● WHAT IS REQUIRED: Collect all lines below with the string "list".

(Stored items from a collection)

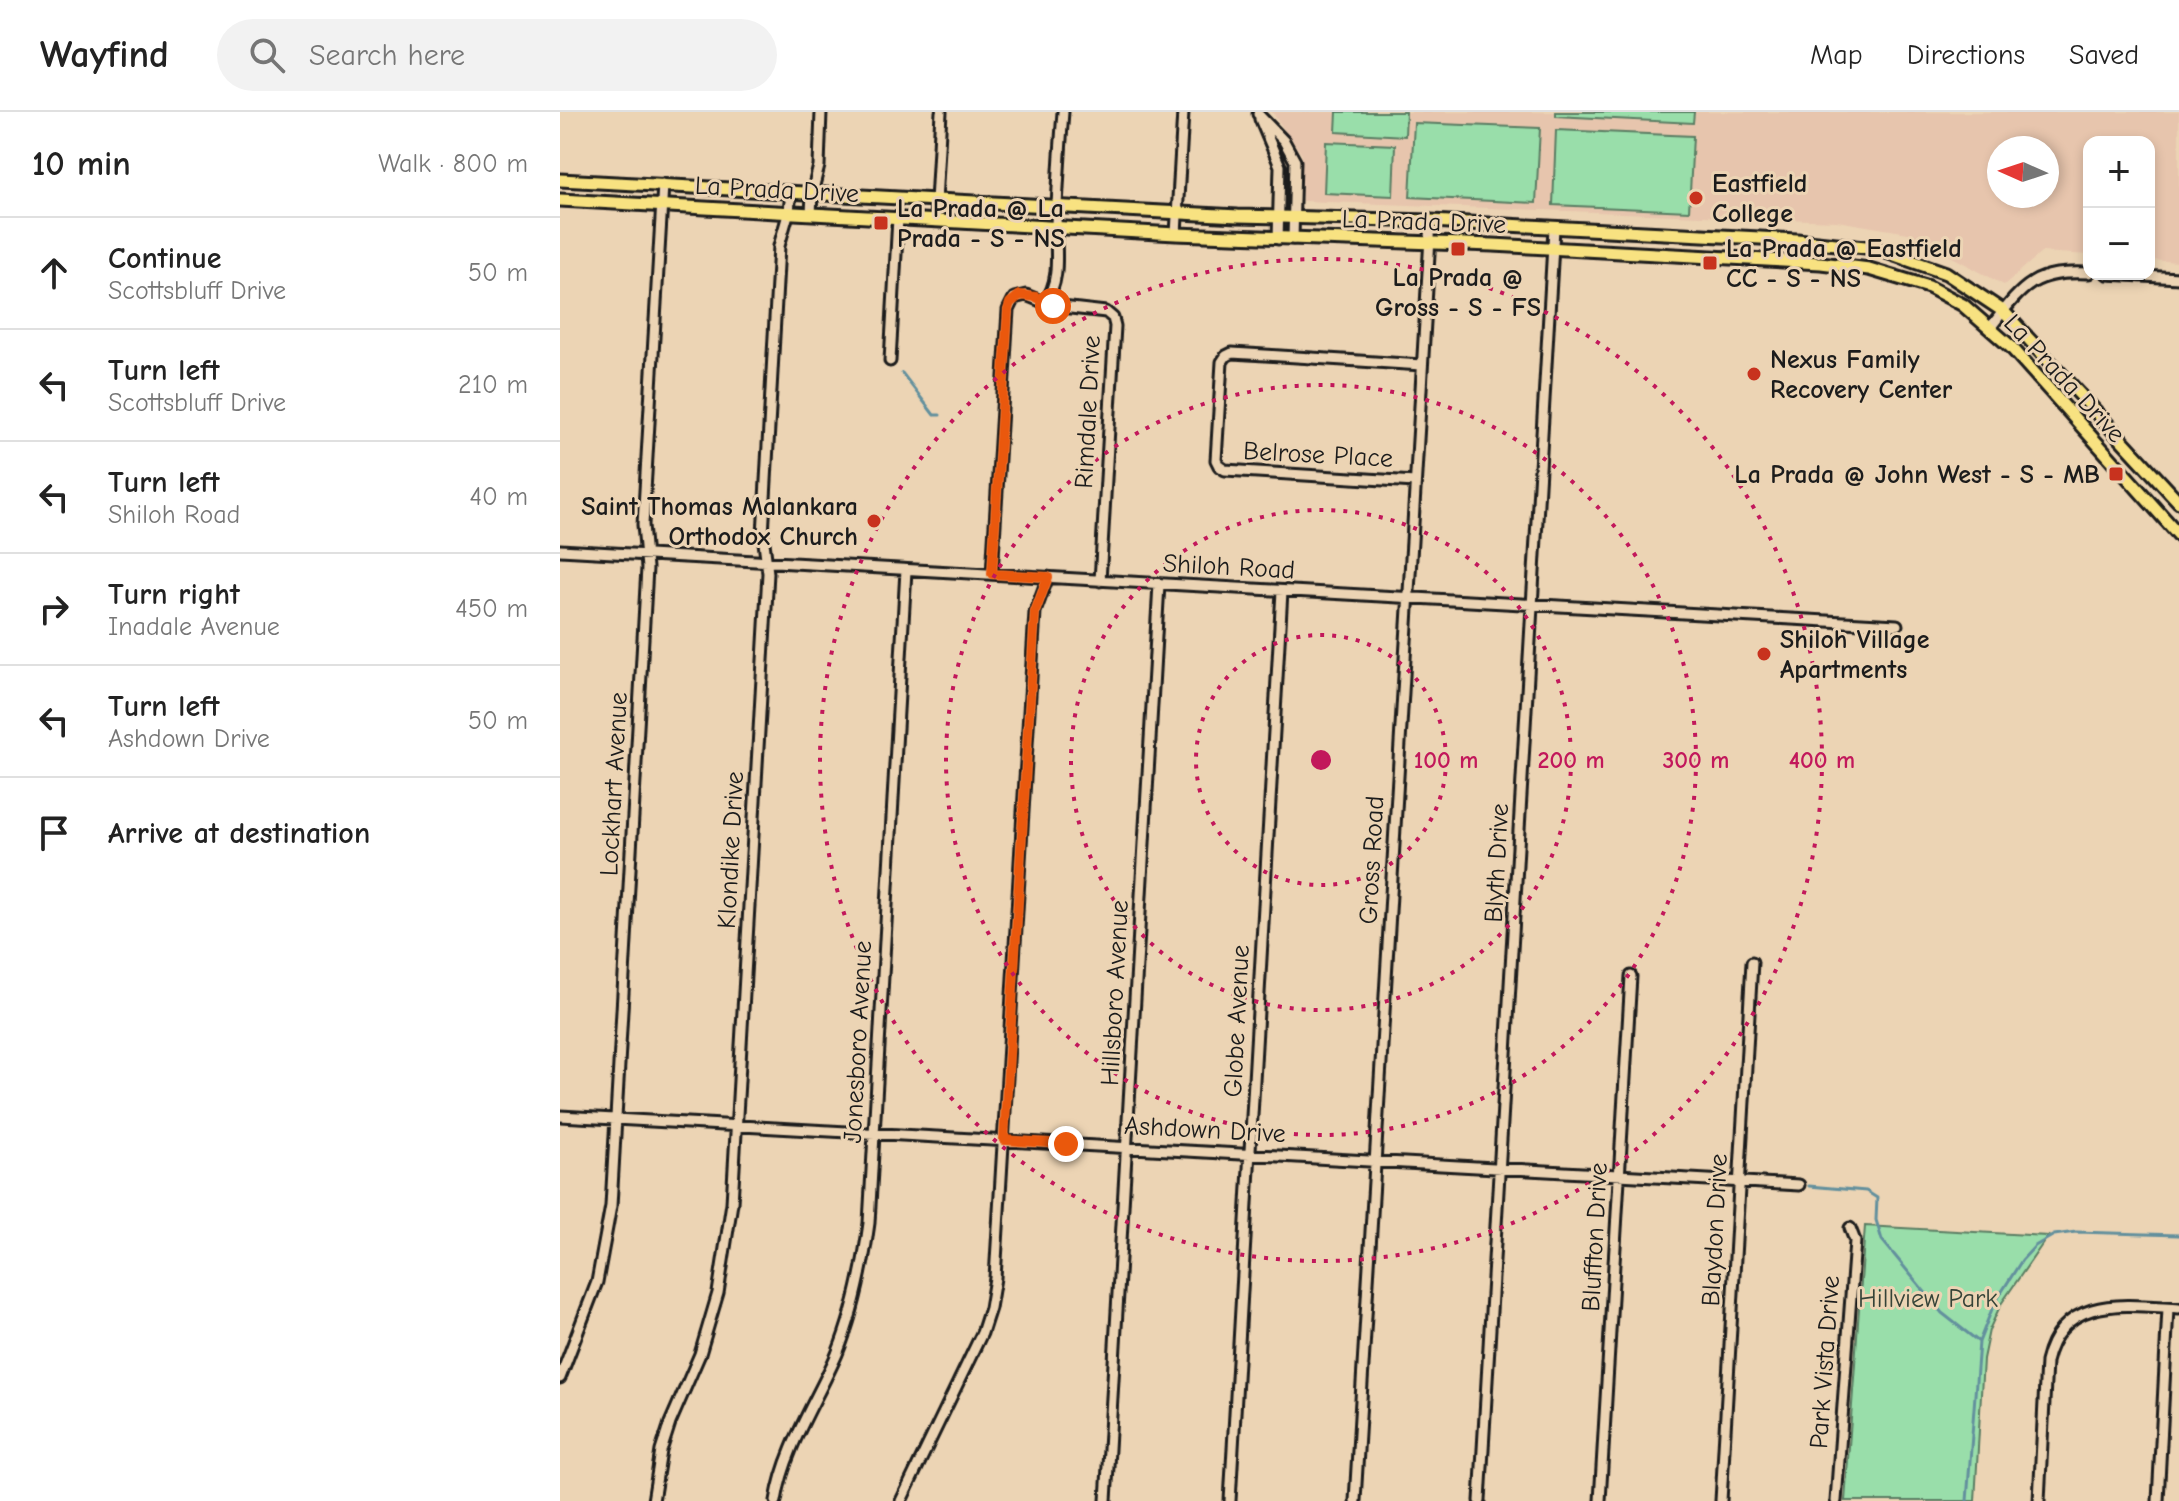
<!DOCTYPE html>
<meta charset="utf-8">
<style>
body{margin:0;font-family:"Comic Neue",sans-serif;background:#f2f2f2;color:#222}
.controls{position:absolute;right:24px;top:24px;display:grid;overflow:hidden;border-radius:16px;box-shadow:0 4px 12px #0003}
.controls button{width:72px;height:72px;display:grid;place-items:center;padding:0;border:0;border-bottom:2px solid #e0e0e0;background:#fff;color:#222;font:40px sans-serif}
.compass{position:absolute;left:1427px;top:24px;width:72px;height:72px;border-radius:50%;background:#fff;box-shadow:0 4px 12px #0003;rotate:273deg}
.stop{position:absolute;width:24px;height:24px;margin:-18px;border:6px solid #ea580c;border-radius:50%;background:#fff}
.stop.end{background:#ea580c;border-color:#fff;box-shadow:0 2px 8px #0008}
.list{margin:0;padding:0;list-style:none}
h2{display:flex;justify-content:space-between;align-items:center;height:104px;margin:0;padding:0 32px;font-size:34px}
h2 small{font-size:26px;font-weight:400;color:#767676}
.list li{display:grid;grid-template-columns:52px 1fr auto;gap:24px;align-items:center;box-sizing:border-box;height:112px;padding:0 32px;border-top:2px solid #e0e0e0}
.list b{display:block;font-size:30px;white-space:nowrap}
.list p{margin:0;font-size:26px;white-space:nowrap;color:#767676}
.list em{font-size:26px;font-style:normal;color:#767676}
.icon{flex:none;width:44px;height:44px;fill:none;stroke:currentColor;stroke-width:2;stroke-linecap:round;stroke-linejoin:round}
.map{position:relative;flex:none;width:1619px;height:1389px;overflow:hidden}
header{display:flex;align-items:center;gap:48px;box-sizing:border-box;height:112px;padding:0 40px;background:#fff;border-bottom:2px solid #e0e0e0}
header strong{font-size:38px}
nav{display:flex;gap:44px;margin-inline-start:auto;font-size:28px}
.search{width:560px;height:72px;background:#f2f2f2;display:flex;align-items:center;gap:20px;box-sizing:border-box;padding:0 28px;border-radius:44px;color:#767676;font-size:30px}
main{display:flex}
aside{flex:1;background:#fff}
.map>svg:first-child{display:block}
.built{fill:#e7c5ad;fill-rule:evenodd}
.green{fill:#99deaa;stroke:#5a7d63;stroke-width:2}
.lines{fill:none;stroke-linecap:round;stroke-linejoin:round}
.stream{stroke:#63909d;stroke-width:3}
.minor-casing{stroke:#1c1c1c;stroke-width:15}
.major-casing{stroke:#1c1c1c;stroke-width:17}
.minor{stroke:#ecd4b4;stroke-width:9}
.major{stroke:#f8e281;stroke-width:11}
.route{stroke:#ea580c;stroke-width:10}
.ring{fill:none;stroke:#c2185b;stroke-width:4;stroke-dasharray:4 8}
.poi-dot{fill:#c8321e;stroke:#ecd4b4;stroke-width:3}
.labels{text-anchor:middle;stroke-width:6;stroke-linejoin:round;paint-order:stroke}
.poi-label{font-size:26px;font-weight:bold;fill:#1c1c1c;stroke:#ecd4b4;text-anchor:start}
.street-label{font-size:26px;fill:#1c1c1c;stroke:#ecd4b4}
.park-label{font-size:26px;fill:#354338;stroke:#ecd4b4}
.centre{fill:#c2185b;stroke:#ecd4b4;stroke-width:4}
.ring-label{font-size:24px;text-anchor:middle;font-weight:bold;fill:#c2185b;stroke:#ecd4b4;stroke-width:6;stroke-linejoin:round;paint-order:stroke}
</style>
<header>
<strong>Wayfind</strong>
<div class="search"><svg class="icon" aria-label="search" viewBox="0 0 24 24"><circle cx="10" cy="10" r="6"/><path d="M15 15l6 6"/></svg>Search here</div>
<nav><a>Map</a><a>Directions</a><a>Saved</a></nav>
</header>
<main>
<aside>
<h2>10 min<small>Walk · 800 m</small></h2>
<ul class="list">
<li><svg class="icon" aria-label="ahead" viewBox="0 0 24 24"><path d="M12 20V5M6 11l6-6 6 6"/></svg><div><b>Continue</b><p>Scottsbluff Drive</p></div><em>50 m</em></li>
<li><svg class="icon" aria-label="left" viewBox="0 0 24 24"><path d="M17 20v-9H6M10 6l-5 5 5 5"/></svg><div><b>Turn left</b><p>Scottsbluff Drive</p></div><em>210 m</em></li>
<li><svg class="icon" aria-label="left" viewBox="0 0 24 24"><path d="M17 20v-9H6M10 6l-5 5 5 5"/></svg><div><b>Turn left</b><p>Shiloh Road</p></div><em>40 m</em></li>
<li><svg class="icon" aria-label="right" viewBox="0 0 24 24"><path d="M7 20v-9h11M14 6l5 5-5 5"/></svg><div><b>Turn right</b><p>Inadale Avenue</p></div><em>450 m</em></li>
<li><svg class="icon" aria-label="left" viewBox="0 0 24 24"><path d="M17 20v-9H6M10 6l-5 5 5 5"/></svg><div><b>Turn left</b><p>Ashdown Drive</p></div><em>50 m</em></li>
<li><svg class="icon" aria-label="arrive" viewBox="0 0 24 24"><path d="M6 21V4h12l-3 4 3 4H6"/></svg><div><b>Arrive at destination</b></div></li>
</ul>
</aside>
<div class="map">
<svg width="1619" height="1389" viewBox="0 0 1619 1389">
<rect width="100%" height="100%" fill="#ecd4b4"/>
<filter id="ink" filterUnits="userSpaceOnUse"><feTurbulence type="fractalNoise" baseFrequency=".0125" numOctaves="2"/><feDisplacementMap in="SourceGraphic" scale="16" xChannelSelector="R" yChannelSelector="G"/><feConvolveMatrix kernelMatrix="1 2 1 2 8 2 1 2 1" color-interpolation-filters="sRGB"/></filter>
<g filter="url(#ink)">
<path class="built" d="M 712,0 L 1619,0 L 1619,150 L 1589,148 L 1589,30 L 1529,30 L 1529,143 L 1482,140 L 1444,173 L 1348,121 L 1277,109 L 742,89 L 742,43 ZM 1439,36 L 1487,36 L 1487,84 L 1439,84 Z"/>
<path class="green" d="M 777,0 L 846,0 L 845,24 L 776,20 Z
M 996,0 L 1134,0 L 1133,11 L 996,4 Z
M 854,11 L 980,16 L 976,91 L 850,85 Z
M 996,18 L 1133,24 L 1129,99 L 993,93 Z
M 766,30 L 835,33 L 833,84 L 764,81 Z
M 1305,1114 L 1488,1124 L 1441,1192 L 1429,1218 L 1423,1247 L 1415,1389 L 1285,1389 Z"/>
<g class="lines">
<path class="stream" d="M 342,261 L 374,303 L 380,303
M 1249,1074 L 1306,1079 L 1317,1086 L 1316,1108 L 1322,1128 L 1382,1201 L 1419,1230
M 1407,1389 L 1419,1230 L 1434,1192 L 1462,1148 L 1475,1134 L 1494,1123 L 1516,1120 L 1619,1123"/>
<g class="minor-casing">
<path id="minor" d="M 698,2 L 724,29 L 735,49 L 733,127
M 700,7 L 720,54 L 718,127
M 251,102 L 252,81 L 259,54 L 261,0
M 375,108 L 381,0
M 616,122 L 623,0
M 1547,162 L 1619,166
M 485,190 C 502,167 495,138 496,112 C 498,75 500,37 503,0
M 1430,216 C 1463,174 1473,158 1529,161
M 330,249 L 338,106
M 855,370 L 665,358 L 659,354 L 656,348 L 662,250 L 666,244 L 672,241 L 862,253
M 0,438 L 1337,513
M 432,462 L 448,198 L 454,186 L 466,183 L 493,194 L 546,200 L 553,206 L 555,214 L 540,469
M 0,1004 L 1239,1073
M 0,1266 L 37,1170 L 51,1094 L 87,456 L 83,413 L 103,72
M 93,1389 L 101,1339 L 110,1311 L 140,1242 L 158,1181 L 172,1091 L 208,461 L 203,423 L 219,134 L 229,99 L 231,80
M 216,1389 C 224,1337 256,1290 277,1242 C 294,1200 303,1156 309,1111 L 346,458
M 341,1389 L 422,1221 L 430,1196 L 435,1166 L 475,500 L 488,465
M 546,1389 L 599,472
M 670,1389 L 722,479
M 795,1389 L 871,109
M 920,1389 L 994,116
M 1040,1389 L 1071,864
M 1161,1389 L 1192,850
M 1276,1389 L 1295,1129 L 1290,1116
M 1479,1389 L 1486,1250 C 1502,1182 1565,1193 1619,1196
M 1598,1389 L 1608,1196"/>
</g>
<g class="major-casing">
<path id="major" d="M 0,68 L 678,104 L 871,109 L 1237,128 L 1315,136 L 1386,161 L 1443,199 L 1619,390
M 0,88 L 616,122 L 933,133 L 1261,151 L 1309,157 L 1369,175 L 1403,193 L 1451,235 L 1619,423"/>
</g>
<use href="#minor" class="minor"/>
<use href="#major" class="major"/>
</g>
</g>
<g class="lines" filter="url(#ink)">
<path class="route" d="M 493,194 L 476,185 L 460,183 L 450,191 L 448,198 L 432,462 L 488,465 L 475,500 L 444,1028 L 506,1032"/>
</g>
<g class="ring">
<circle cx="761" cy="648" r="125"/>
<circle cx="761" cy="648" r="250"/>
<circle cx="761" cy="648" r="375"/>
<circle cx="761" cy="648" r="501"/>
</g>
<g class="poi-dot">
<circle cx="1136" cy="86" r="8"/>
<rect x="313" y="103" width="16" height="16" rx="4"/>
<rect x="890" y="129" width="16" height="16" rx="4"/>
<rect x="1142" y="143" width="16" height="16" rx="4"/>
<circle cx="1194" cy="262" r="8"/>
<rect x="1548" y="354" width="16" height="16" rx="4"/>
<circle cx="314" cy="409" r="8"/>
<circle cx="1204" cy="542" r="8"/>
</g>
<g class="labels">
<g class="poi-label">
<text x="1152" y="80">Eastfield<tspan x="1152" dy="30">College</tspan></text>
<text x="337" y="105">La Prada @ La<tspan x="337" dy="30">Prada - S - NS</tspan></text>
<text x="1166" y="145">La Prada @ Eastfield<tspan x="1166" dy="30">CC - S - NS</tspan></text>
<text x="898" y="174" text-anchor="middle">La Prada @<tspan x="898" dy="30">Gross - S - FS</tspan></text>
<text x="1210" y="256">Nexus Family<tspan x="1210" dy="30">Recovery Center</tspan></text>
<text x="1540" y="371" text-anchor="end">La Prada @ John West - S - MB</text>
<text x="298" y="403" text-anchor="end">Saint Thomas Malankara<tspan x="298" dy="30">Orthodox Church</tspan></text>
<text x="1220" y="536">Shiloh Village<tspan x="1220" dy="30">Apartments</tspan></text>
</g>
<g class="street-label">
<text transform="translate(217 77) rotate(3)" y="9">La Prada Drive</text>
<text transform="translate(864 109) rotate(2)" y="9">La Prada Drive</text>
<text transform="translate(1505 266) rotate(47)" y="9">La Prada Drive</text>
<text transform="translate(527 300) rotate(-87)" y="9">Rimdale Drive</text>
<text transform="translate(758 342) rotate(3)" y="9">Belrose Place</text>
<text transform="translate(669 454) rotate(3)" y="9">Shiloh Road</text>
<text transform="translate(53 672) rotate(-87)" y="9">Lockhart Avenue</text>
<text transform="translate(170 738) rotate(-87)" y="9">Klondike Drive</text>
<text transform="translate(811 748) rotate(-87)" y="9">Gross Road</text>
<text transform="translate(936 751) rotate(-87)" y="9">Blyth Drive</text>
<text transform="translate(554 881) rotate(-87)" y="9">Hillsboro Avenue</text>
<text transform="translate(676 909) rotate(-87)" y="9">Globe Avenue</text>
<text transform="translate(297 930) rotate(-87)" y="9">Jonesboro Avenue</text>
<text transform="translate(645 1017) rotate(3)" y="9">Ashdown Drive</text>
<text transform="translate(1154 1118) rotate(-87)" y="9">Blaydon Drive</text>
<text transform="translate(1034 1125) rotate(-87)" y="9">Bluffton Drive</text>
<text transform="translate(1264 1250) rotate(-86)" y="9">Park Vista Drive</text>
</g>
<g class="park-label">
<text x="1368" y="1195">Hillview Park</text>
</g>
</g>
<circle cx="761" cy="648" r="12" class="centre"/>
<g class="ring-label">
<text x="886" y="656">100 m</text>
<text x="1011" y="656">200 m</text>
<text x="1136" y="656">300 m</text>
<text x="1262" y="656">400 m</text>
</g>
</svg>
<div class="controls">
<button>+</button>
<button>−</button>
</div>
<svg class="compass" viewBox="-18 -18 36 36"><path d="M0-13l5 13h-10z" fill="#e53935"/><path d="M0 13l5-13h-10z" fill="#767676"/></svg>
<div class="stop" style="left:493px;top:194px"></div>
<div class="stop end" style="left:506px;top:1032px"></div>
</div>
</main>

● EXERCISE RESPONSE:
.list{margin:0;padding:0;list-style:none}
.list li{display:grid;grid-template-columns:52px 1fr auto;gap:24px;align-items:center;box-sizing:border-box;height:112px;padding:0 32px;border-top:2px solid #e0e0e0}
.list b{display:block;font-size:30px;white-space:nowrap}
.list p{margin:0;font-size:26px;white-space:nowrap;color:#767676}
.list em{font-size:26px;font-style:normal;color:#767676}
<ul class="list">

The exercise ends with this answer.